Stunning car :argie::argie::argie:


Brian


----------



## kurt. (Nov 16, 2011)

Love these! amazing car for you to detail, looks like a spot on job too! :thumb:


----------



## Michael_McL (Aug 25, 2011)

Fantastic looking car! nice work mate.


----------



## cotter (Aug 31, 2008)

Niiiiiiice!


----------



## tonyy (Jul 26, 2008)

Looks stunning


----------



## davidc1987 (Feb 28, 2012)

Have never seen one of these cars in the flesh! they look great! sooo jel you get a blast out in it


----------



## Suberman (Aug 16, 2010)

Simply amazing! The best drivers' car in the world, period!


----------



## toomanycitroens (Jan 14, 2011)

My jaw is on the floor again!
Absolutely stunning, what a fine machine.:thumb:


----------



## Lupostef (Nov 20, 2011)

What a machine another one of my favourites :argie:


----------



## Matt_Nic (Apr 15, 2011)

Wonderful car, and 99 times in 100 I'd not dare question Porsche engineering.

However...

To save weight, they replace door handles with straps. 
And leave the Sat nav and electric windows in.

Go figure...

Lovely work on the car btw. It would be nice to see it in these GT3 colours, for some reason this just gets the blood racing for me. (no rude comments)


----------



## abbacus (Mar 24, 2011)

Awesome work on a truly awesome motor there Tom! :thumb:

That back window does look a pain in the ****! Were you lucky enough to go for a spin?


----------



## tom-225 (Aug 30, 2009)

Optimus said:


> Awesome work on a truly awesome motor there Tom! :thumb:
> 
> That back window does look a pain in the ****! Were you lucky enough to go for a spin?

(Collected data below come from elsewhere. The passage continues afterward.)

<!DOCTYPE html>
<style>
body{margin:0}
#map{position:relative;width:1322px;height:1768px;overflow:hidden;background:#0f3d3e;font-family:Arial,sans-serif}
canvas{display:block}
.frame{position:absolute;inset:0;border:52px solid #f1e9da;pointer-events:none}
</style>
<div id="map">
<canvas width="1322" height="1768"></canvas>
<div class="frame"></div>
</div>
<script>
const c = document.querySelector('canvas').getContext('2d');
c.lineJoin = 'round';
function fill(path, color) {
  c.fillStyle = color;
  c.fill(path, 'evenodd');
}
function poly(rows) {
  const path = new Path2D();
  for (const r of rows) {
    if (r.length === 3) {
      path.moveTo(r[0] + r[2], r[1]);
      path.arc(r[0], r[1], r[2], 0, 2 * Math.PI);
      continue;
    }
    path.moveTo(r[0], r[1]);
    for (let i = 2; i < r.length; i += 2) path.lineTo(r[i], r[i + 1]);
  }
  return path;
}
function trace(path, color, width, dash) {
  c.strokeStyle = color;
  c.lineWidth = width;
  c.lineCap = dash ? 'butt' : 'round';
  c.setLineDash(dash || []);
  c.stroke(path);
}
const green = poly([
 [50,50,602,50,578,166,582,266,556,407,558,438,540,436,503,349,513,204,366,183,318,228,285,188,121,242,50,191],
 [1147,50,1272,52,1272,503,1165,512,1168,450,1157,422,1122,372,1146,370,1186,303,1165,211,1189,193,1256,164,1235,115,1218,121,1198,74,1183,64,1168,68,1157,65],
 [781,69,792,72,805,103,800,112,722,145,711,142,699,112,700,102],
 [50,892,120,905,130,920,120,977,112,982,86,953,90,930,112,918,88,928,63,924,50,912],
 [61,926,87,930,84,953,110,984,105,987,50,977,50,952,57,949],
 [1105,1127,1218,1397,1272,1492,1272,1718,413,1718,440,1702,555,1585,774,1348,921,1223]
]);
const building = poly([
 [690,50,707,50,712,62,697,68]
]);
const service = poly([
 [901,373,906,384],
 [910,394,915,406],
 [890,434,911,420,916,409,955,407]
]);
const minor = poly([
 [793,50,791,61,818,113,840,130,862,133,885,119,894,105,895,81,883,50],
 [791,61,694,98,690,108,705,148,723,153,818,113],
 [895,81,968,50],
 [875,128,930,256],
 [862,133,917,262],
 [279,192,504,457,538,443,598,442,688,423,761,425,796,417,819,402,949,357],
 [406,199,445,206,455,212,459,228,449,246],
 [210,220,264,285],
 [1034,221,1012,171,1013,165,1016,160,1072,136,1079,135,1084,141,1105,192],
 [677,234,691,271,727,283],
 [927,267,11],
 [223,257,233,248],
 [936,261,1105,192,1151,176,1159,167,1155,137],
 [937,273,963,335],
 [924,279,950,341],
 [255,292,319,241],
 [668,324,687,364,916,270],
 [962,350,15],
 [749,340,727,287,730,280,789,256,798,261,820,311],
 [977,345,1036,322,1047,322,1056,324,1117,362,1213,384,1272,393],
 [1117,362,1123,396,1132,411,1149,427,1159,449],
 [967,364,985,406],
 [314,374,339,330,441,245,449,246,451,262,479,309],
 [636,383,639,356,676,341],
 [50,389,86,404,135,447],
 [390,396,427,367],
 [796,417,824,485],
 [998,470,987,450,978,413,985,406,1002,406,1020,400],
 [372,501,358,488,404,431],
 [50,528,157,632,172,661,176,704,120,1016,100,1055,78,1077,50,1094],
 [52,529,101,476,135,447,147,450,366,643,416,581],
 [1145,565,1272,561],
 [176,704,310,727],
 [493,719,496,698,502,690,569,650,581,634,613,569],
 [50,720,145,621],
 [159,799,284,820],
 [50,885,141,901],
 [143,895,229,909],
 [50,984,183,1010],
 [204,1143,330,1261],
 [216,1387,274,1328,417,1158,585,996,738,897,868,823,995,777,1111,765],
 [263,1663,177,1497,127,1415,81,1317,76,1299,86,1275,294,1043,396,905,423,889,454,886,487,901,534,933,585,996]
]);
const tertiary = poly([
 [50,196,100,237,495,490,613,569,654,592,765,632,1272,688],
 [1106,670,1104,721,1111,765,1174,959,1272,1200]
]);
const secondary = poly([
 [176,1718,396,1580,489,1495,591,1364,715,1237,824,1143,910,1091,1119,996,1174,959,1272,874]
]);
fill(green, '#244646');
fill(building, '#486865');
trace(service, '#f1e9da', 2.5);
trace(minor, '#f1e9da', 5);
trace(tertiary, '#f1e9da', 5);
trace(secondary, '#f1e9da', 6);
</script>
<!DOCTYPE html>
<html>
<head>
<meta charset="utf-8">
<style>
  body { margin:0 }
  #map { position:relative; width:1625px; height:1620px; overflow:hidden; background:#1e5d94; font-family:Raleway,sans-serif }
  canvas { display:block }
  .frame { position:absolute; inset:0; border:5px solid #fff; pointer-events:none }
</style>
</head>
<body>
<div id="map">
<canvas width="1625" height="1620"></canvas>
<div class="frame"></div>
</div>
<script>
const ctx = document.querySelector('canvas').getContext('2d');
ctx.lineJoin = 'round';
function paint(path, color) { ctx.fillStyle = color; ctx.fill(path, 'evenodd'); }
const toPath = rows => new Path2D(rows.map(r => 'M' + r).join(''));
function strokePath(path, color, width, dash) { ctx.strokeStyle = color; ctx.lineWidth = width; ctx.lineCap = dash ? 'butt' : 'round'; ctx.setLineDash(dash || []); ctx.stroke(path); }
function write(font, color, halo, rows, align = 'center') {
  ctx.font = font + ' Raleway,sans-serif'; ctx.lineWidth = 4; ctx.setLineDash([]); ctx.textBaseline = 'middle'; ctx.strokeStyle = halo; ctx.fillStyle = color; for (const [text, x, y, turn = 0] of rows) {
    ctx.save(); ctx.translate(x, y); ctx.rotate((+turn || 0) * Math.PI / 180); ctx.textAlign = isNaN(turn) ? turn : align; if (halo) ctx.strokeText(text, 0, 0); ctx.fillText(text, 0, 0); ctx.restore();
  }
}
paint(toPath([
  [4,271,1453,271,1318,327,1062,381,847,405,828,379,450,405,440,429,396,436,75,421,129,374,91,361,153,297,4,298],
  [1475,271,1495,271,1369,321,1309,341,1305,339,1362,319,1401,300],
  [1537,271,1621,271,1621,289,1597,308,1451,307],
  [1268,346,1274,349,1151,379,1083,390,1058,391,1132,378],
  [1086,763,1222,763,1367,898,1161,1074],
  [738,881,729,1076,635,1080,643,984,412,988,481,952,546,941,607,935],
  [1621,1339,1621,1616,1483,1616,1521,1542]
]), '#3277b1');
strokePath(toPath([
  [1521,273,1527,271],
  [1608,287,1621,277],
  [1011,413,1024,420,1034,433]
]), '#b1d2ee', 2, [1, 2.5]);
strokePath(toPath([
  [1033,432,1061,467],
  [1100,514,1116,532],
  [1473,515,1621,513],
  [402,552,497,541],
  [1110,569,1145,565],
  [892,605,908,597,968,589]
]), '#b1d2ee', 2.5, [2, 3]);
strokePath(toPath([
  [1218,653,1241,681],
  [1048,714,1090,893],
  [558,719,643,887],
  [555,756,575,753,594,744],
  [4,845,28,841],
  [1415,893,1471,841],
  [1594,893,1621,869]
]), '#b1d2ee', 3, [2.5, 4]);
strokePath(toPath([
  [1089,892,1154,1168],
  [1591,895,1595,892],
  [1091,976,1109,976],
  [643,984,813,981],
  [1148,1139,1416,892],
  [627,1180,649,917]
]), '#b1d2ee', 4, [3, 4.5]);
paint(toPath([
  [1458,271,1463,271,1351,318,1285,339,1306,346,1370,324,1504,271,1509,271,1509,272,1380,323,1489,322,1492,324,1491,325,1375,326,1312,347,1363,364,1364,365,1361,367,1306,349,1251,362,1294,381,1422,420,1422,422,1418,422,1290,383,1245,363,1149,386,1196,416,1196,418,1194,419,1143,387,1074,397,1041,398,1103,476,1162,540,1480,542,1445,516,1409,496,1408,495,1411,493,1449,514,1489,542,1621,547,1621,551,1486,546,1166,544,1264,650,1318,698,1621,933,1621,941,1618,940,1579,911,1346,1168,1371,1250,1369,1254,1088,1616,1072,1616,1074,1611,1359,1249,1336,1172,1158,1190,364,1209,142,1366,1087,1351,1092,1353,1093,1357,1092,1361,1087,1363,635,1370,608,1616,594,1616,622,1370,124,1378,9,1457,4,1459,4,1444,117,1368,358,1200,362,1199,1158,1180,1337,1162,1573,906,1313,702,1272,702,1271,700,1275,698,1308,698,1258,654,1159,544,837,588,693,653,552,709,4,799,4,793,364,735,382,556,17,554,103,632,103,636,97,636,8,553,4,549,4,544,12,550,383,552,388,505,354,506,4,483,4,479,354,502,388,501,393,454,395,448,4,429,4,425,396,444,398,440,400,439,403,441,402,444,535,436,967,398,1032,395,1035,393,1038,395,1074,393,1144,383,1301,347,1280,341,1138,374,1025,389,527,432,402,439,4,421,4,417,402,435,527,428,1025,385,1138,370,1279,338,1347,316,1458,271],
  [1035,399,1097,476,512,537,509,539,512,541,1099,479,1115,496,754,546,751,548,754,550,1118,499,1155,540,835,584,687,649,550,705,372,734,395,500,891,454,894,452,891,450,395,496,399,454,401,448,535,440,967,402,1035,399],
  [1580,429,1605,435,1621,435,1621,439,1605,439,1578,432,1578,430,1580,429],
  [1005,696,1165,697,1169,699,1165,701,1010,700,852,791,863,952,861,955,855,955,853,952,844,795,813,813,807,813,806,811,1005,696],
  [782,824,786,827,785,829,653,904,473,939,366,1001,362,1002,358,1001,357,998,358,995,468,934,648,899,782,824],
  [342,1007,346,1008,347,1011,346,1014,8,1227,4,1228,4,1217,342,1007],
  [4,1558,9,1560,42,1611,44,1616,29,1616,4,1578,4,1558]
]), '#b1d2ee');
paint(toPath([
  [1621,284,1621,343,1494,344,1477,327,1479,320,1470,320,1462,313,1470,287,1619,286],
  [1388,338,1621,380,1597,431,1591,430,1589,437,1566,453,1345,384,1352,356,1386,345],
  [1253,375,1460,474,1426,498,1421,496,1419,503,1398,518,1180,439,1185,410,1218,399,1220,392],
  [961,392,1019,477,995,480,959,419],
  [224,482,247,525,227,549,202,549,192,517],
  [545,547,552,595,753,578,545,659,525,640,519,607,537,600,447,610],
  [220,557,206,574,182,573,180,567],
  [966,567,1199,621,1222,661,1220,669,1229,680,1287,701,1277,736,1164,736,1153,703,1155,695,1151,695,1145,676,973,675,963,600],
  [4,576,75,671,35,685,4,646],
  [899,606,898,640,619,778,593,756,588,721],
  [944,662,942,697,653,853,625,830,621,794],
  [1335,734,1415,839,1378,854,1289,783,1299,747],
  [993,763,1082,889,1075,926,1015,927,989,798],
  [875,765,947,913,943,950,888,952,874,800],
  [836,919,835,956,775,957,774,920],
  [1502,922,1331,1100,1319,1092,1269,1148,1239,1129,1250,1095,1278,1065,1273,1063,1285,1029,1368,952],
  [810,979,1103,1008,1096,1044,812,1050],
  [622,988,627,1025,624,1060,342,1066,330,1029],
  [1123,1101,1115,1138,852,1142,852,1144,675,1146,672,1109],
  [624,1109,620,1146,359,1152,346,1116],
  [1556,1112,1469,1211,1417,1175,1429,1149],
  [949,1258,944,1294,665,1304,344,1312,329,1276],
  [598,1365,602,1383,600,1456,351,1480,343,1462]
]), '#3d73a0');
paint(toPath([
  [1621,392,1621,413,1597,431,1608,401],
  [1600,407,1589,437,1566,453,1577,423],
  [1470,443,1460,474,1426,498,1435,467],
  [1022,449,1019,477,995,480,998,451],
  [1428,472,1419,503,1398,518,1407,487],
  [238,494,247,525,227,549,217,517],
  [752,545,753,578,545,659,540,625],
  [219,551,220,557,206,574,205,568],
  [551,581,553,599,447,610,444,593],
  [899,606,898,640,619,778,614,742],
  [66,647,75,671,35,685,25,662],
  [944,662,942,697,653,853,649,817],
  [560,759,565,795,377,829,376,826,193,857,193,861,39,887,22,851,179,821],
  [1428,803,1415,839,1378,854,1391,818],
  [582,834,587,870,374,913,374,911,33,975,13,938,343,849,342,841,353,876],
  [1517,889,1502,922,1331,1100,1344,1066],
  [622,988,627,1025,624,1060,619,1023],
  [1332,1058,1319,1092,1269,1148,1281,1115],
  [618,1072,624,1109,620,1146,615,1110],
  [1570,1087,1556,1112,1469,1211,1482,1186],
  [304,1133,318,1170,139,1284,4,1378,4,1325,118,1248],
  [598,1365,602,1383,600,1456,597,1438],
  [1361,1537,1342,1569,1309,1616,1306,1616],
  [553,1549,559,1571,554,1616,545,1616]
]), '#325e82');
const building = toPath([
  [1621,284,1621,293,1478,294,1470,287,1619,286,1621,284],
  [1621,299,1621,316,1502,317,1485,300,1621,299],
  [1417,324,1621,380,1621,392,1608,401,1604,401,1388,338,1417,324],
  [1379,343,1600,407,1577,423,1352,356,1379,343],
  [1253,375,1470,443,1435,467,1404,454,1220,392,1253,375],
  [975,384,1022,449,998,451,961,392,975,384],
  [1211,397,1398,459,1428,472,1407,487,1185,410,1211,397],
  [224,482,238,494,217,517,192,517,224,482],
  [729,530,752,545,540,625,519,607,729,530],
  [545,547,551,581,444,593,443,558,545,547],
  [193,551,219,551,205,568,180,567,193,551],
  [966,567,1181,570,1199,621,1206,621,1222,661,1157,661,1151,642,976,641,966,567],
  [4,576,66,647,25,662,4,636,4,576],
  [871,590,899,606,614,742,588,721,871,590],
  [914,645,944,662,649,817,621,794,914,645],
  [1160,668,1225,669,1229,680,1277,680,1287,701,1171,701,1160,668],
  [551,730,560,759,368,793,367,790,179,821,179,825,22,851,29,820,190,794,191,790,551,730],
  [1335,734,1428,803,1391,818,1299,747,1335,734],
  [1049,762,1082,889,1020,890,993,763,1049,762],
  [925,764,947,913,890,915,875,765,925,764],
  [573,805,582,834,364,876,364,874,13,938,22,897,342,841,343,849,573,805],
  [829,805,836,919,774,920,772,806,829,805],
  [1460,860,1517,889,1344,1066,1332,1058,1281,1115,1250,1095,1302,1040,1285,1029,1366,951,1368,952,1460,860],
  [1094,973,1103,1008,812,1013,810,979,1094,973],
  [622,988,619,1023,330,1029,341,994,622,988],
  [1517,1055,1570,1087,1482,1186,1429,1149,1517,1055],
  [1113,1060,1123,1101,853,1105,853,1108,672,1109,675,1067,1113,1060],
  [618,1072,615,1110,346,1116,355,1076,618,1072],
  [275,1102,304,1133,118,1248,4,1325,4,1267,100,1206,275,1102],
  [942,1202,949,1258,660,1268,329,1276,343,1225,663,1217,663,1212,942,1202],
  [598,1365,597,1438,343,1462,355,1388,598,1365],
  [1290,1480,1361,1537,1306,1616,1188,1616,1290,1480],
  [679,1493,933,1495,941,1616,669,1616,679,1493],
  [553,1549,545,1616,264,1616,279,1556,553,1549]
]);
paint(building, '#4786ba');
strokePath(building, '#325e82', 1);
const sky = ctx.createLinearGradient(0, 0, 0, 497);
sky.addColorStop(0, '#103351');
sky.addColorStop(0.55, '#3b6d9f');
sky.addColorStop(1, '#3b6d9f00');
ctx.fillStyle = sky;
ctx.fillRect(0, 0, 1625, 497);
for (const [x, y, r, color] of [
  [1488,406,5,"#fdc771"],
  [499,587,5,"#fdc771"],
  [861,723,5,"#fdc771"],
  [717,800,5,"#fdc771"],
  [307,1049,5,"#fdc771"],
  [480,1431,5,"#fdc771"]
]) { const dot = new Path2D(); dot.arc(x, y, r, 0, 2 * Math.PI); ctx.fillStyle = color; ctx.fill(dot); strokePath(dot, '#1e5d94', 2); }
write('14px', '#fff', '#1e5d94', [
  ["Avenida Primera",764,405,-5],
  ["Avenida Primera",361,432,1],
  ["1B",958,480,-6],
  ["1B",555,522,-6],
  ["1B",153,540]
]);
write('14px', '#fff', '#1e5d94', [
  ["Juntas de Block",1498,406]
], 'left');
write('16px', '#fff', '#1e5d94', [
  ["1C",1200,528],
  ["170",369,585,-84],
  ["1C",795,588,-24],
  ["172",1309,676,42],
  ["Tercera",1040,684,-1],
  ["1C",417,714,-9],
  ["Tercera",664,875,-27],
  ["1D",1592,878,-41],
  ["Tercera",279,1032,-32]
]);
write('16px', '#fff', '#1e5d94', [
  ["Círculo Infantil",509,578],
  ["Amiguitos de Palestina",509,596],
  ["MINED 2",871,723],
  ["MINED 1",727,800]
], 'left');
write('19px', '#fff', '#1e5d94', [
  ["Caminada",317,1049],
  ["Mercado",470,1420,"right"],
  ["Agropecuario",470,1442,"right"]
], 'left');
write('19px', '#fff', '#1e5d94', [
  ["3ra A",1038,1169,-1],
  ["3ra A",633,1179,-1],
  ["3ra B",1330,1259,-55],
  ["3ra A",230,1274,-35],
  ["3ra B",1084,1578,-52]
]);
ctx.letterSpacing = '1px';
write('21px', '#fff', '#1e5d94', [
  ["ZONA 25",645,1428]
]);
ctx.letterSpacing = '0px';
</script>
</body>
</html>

ive been promised a spin when its taken out for a blast next


----------



## Lupostef (Nov 20, 2011)

Matt_Nic said:


> Wonderful car, and 99 times in 100 I'd not dare question Porsche engineering.
> 
> However...
> 
> ...


Always said the same thing, I'd rather see no carpets and very little electrics/luxurys . Not that my opinion counts as I will never be able to own something like this .


----------



## Lupostef (Nov 20, 2011)

Matt_Nic said:


> Wonderful car, and 99 times in 100 I'd not dare question Porsche engineering.
> 
> However...
> 
> ...


Always said the same thing, I'd rather see no carpets and very little electrics/luxurys  defeats the object a bit IMO Not that my opinion counts as I will never be able to own something like this .


----------



## JBirchy (Oct 9, 2010)

Fabulous car buddy, thanks for sharing!


----------



## prokopas (Apr 29, 2010)

Great Work


----------



## Wout_RS (Jun 13, 2012)

you lucky *******! you must been very happy to detail this car! very rarely to see one!


----------



## TopSport+ (Jul 22, 2012)

fantastic car!


----------



## moono16v (Oct 12, 2010)

Imagine owning that!!


----------



## tom-225 (Aug 30, 2009)

Thanks guys, it was a good car to work on, you should try driving it though


----------



## Soul Hudson (Jul 5, 2011)

Lovely looking car really like the interior and im not a fan of Porsche's.

A rather pleasing looking shine to the white paint as well. Nice work.

Looking forward to more pics of your work.


----------